* _Problem description_
Give the number of lines in the data below where the word "from" appears, and nothing besides.

* _The data_
>>

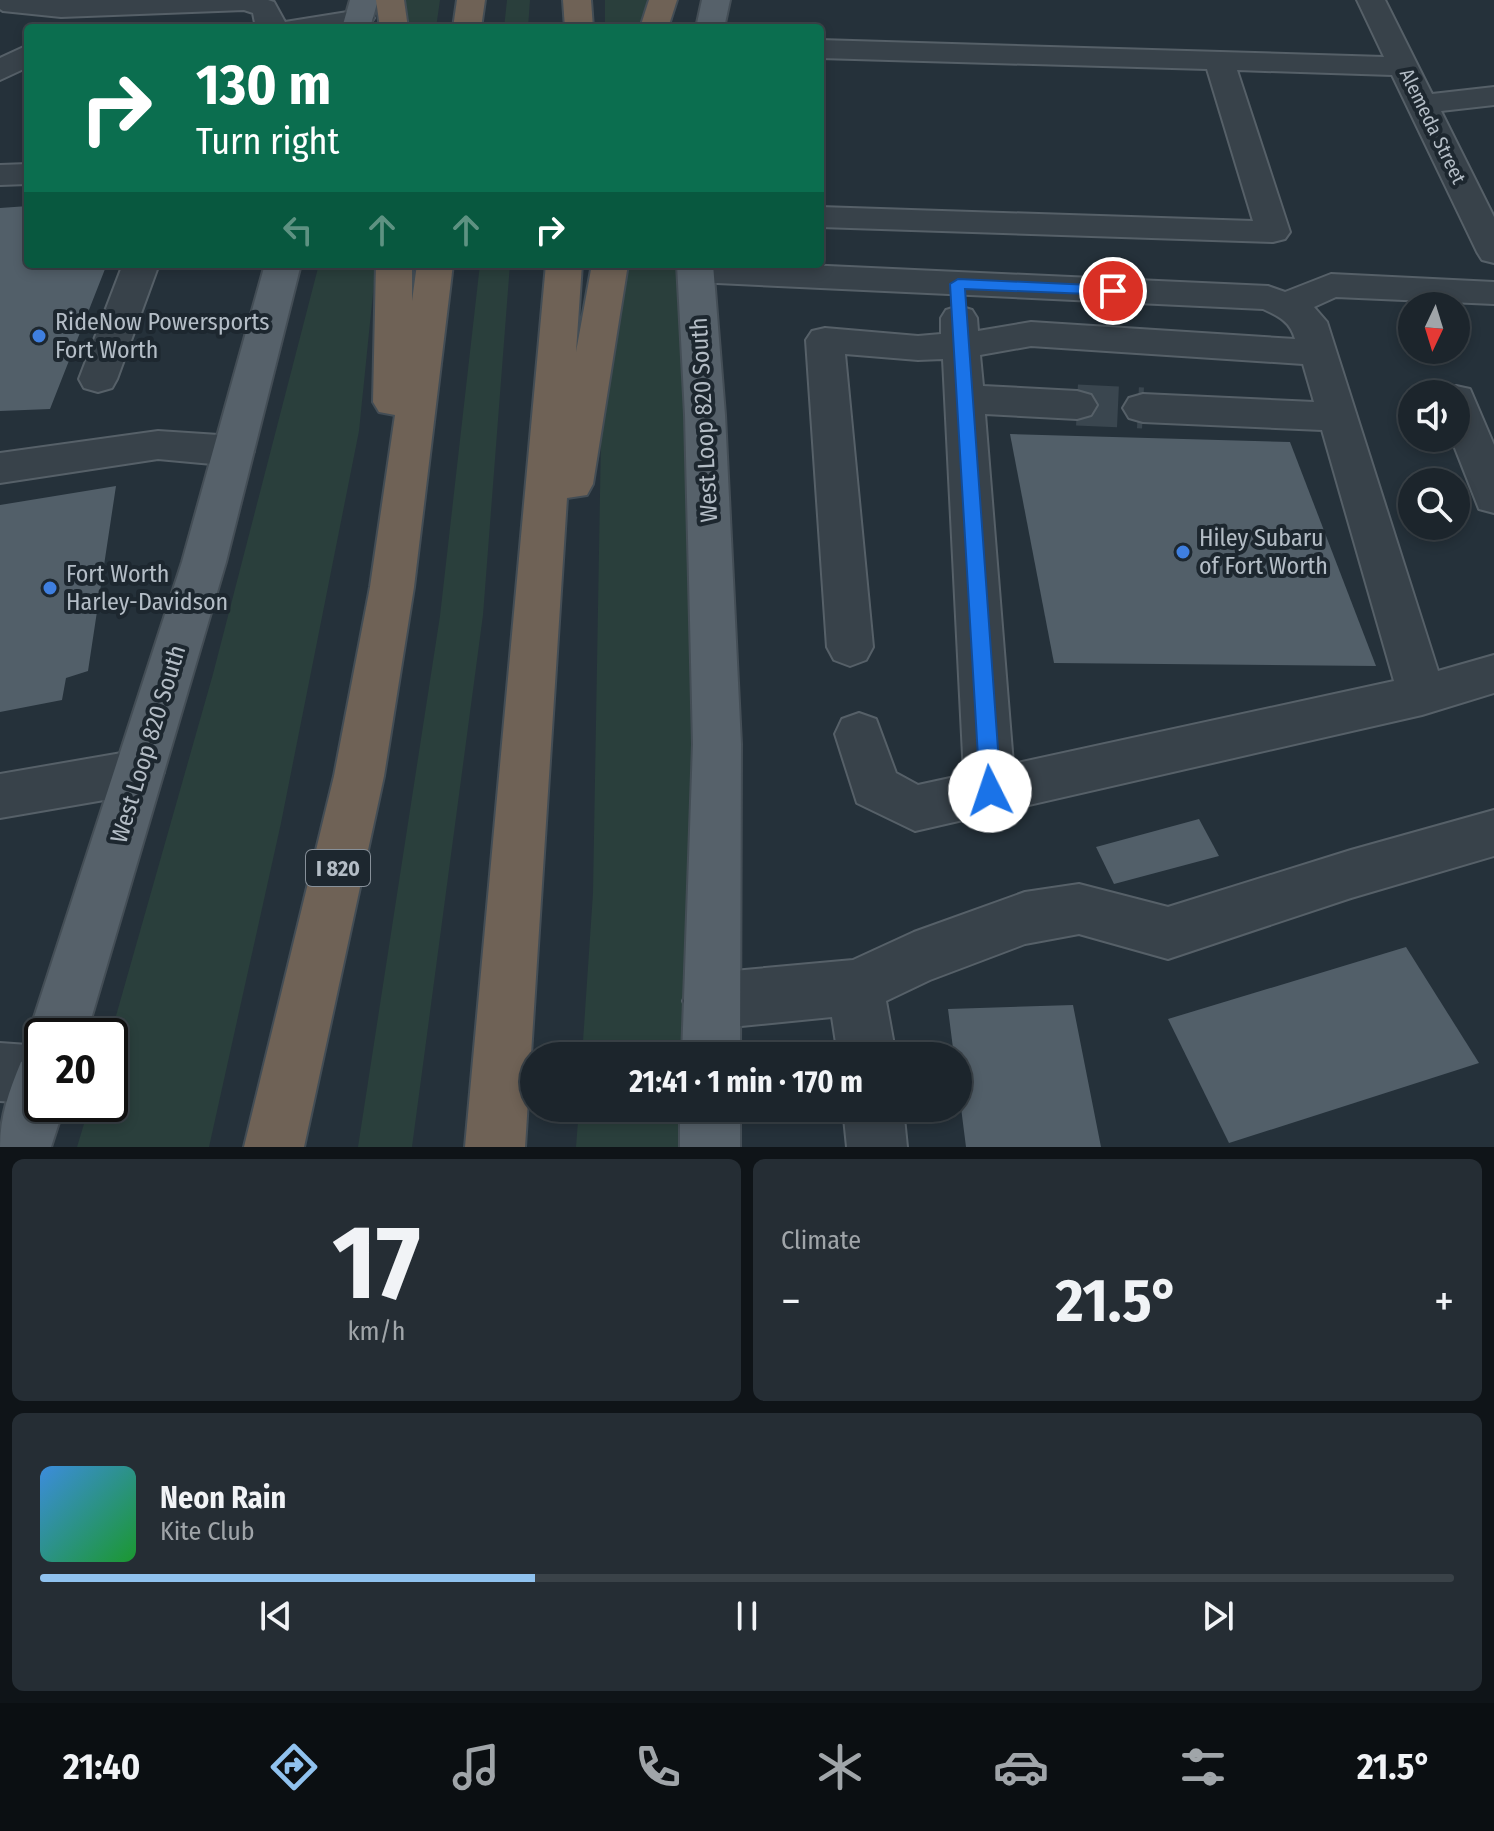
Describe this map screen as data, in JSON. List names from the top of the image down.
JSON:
{
  "streets": {
    "highway": ["I 820"],
    "main road": ["West Loop 820 South"],
    "street": ["Alemeda Street"]
  },
  "places": ["RideNow Powersports Fort Worth", "Hiley Subaru of Fort Worth", "Fort Worth Harley-Davidson"],
  "north": "bottom",
  "page": {
    "turn": ["130 m", "Turn right"],
    "limit": "20",
    "trip": "21:41 · 1 min · 170 m",
    "tile": [
      ["17", "km/h"],
      "Climate"
    ],
    "heat": ["−", "21.5°", "+"],
    "song": ["Neon Rain", "Kite Club"],
    "tabs": ["21:40", "21.5°"]
  }
}
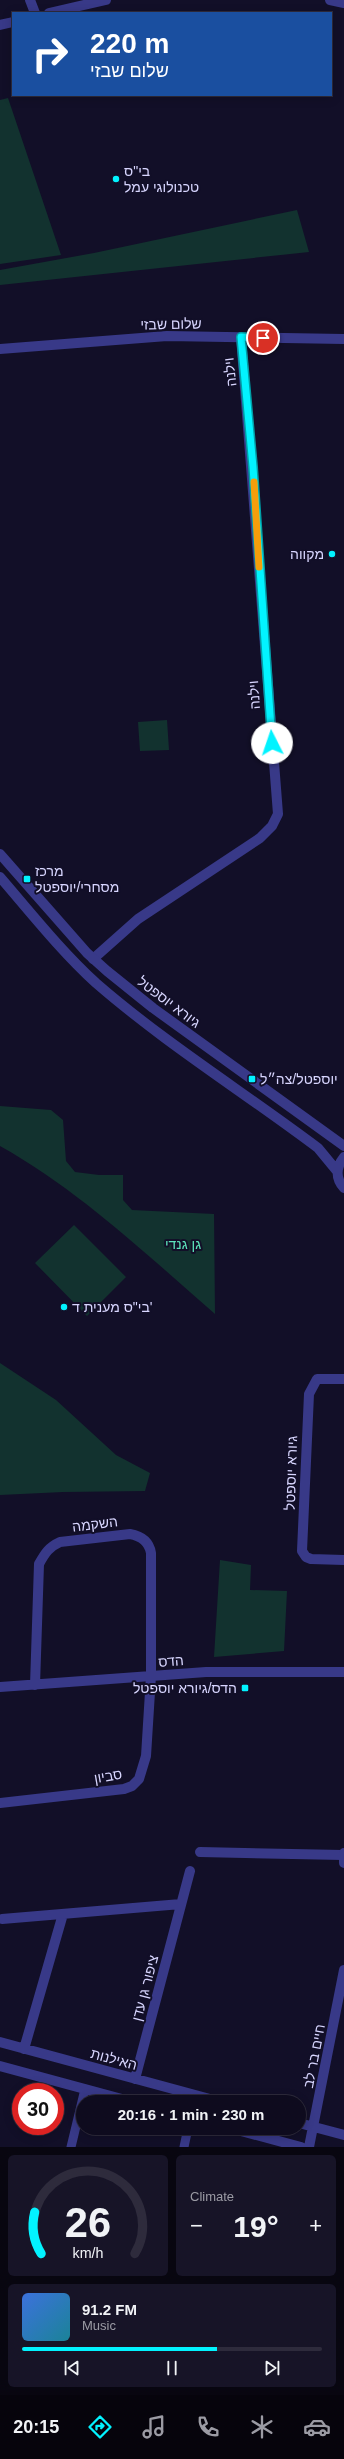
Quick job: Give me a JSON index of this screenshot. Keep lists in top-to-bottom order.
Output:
{
  "streets": {
    "street": [
      "שלום שבזי",
      "וילנה",
      "גיורא יוספטל",
      "השקמה",
      "הדס",
      "סביון",
      "ציפור גן עדן",
      "חיים בר לב",
      "האילנות"
    ]
  },
  "crossings": [
    ["שלום שבזי", "וילנה"],
    ["וילנה", "גיורא יוספטל"],
    ["השקמה", "הדס"],
    ["השקמה", "סביון"],
    ["הדס", "סביון"],
    ["ציפור גן עדן", "האילנות"]
  ],
  "parks": ["גן גנדי"],
  "places": {
    "other": ["בי\"ס טכנולוגי עמל", "מקווה", "בי\"ס מענית ד'"],
    "transit": ["מרכז מסחרי/יוספטל", "יוספטל/צה״ל", "הדס/גיורא יוספטל"]
  },
  "page": {
    "turn": ["220 m", "שלום שבזי"],
    "limit": "30",
    "trip": "20:16 · 1 min · 230 m",
    "tile": "Climate",
    "heat": ["−", "19°", "+"],
    "song": ["91.2 FM", "Music"],
    "tabs": "20:15",
    "gauge": ["26", "km/h"]
  }
}
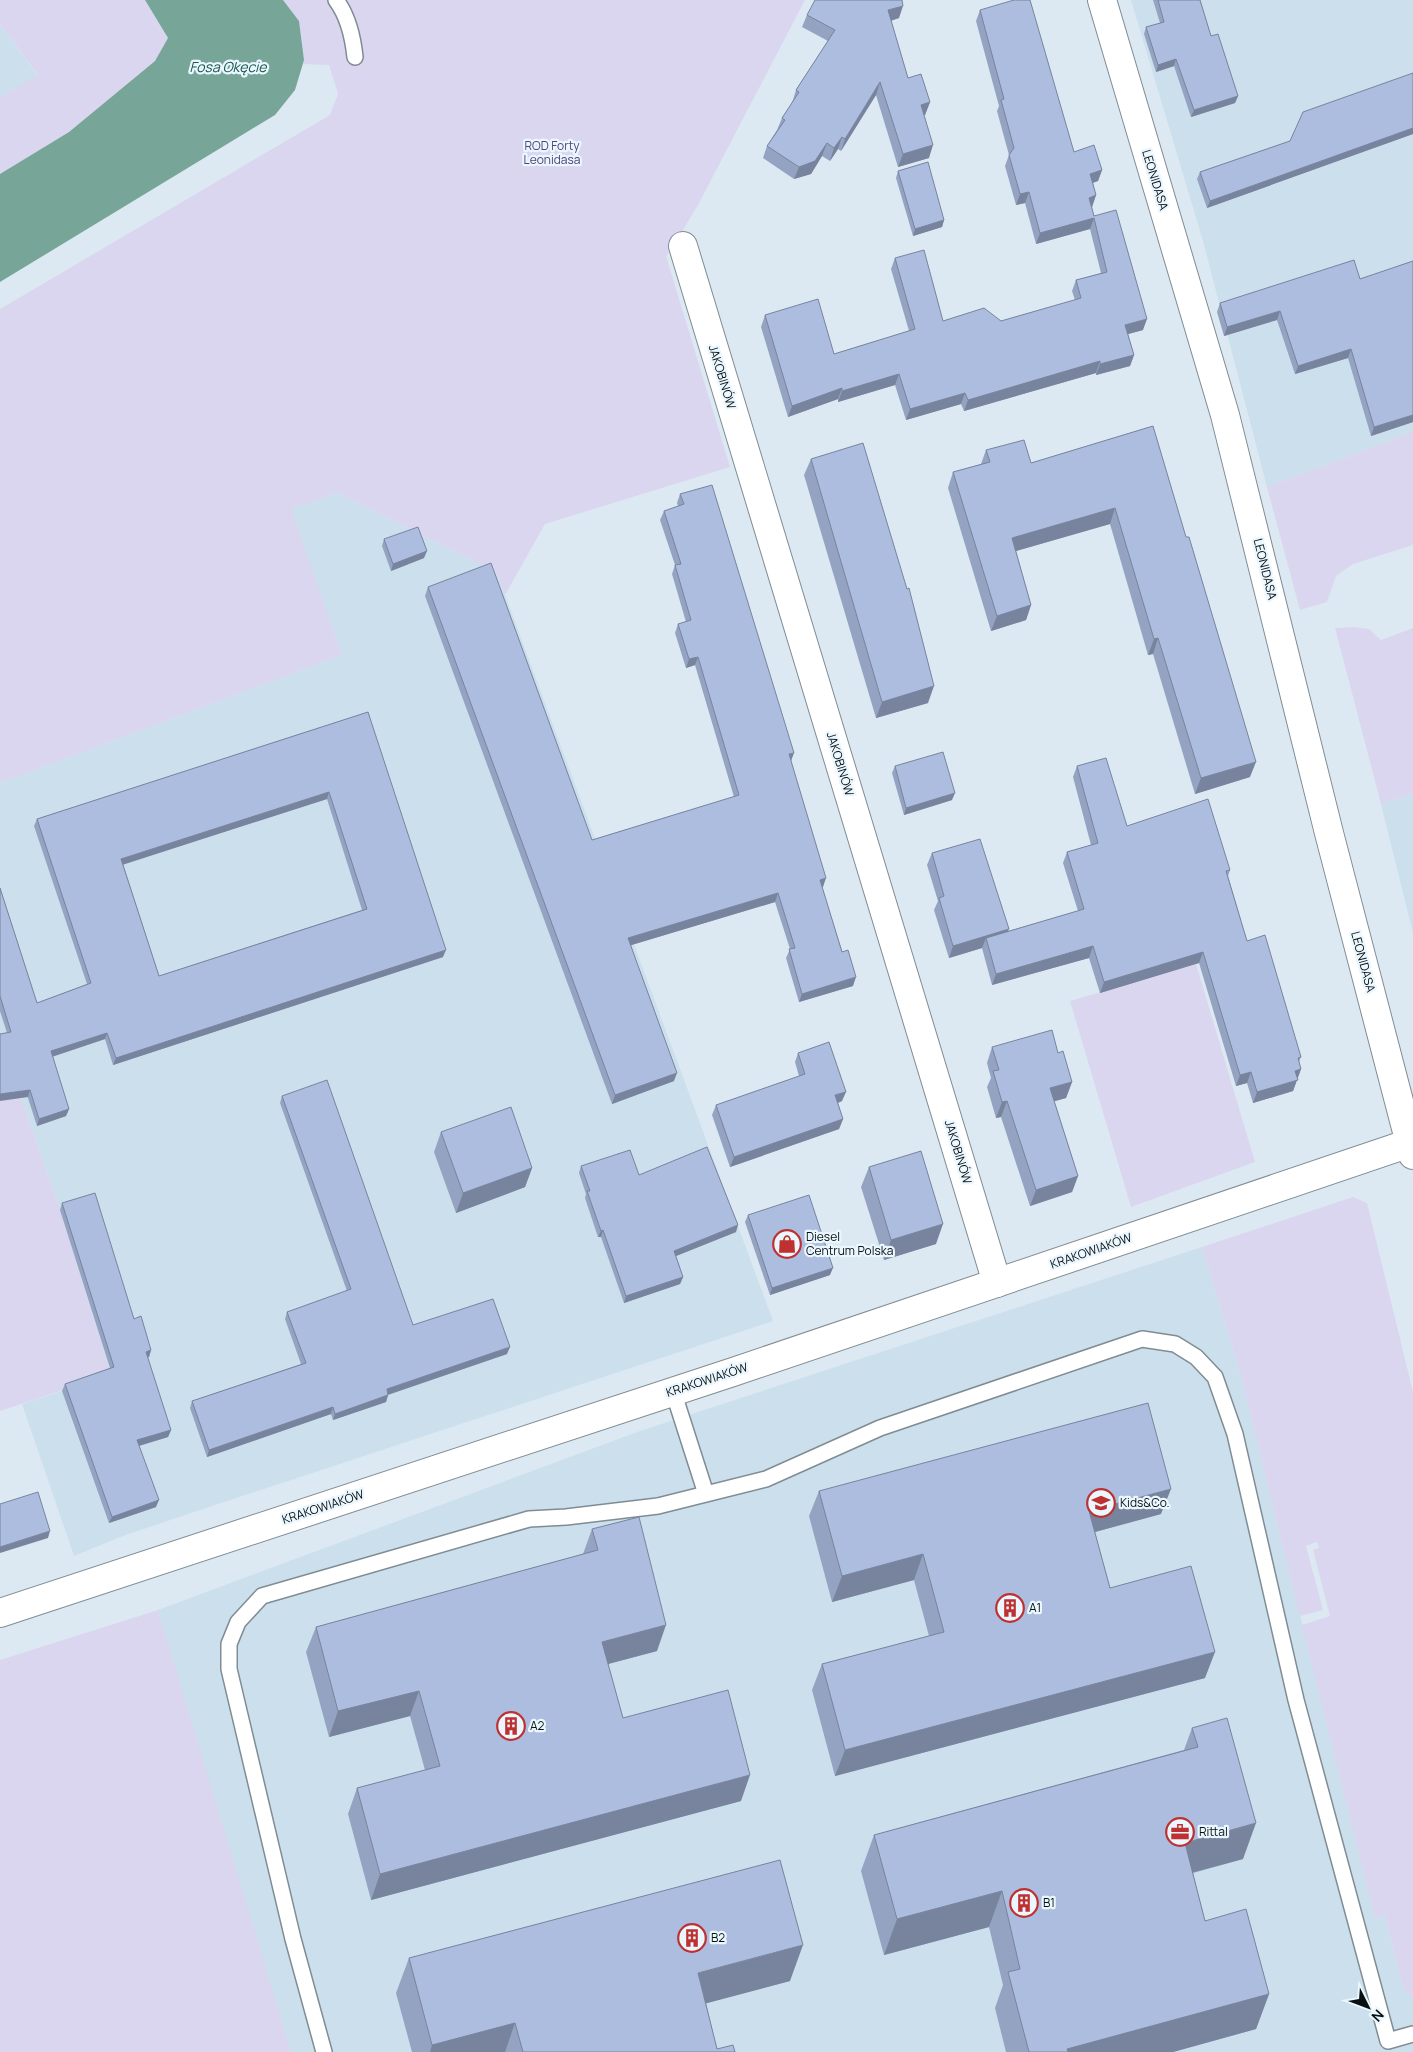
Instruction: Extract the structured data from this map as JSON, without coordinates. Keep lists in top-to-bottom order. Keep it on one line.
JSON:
{"streets":{"street":["LEONIDASA","JAKOBINÓW","KRAKOWIAKÓW"]},"crossings":[["LEONIDASA","KRAKOWIAKÓW"],["JAKOBINÓW","KRAKOWIAKÓW"]],"water":["Fosa Okęcie"],"parks":["ROD Forty Leonidasa"],"places":{"shop":["Diesel Centrum Polska"],"school or university":["Kids&Co."],"building":["A1","A2","B1","B2"],"office":["Rittal"]},"north":"bottom right"}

<<

* _Answer to the exercise_
2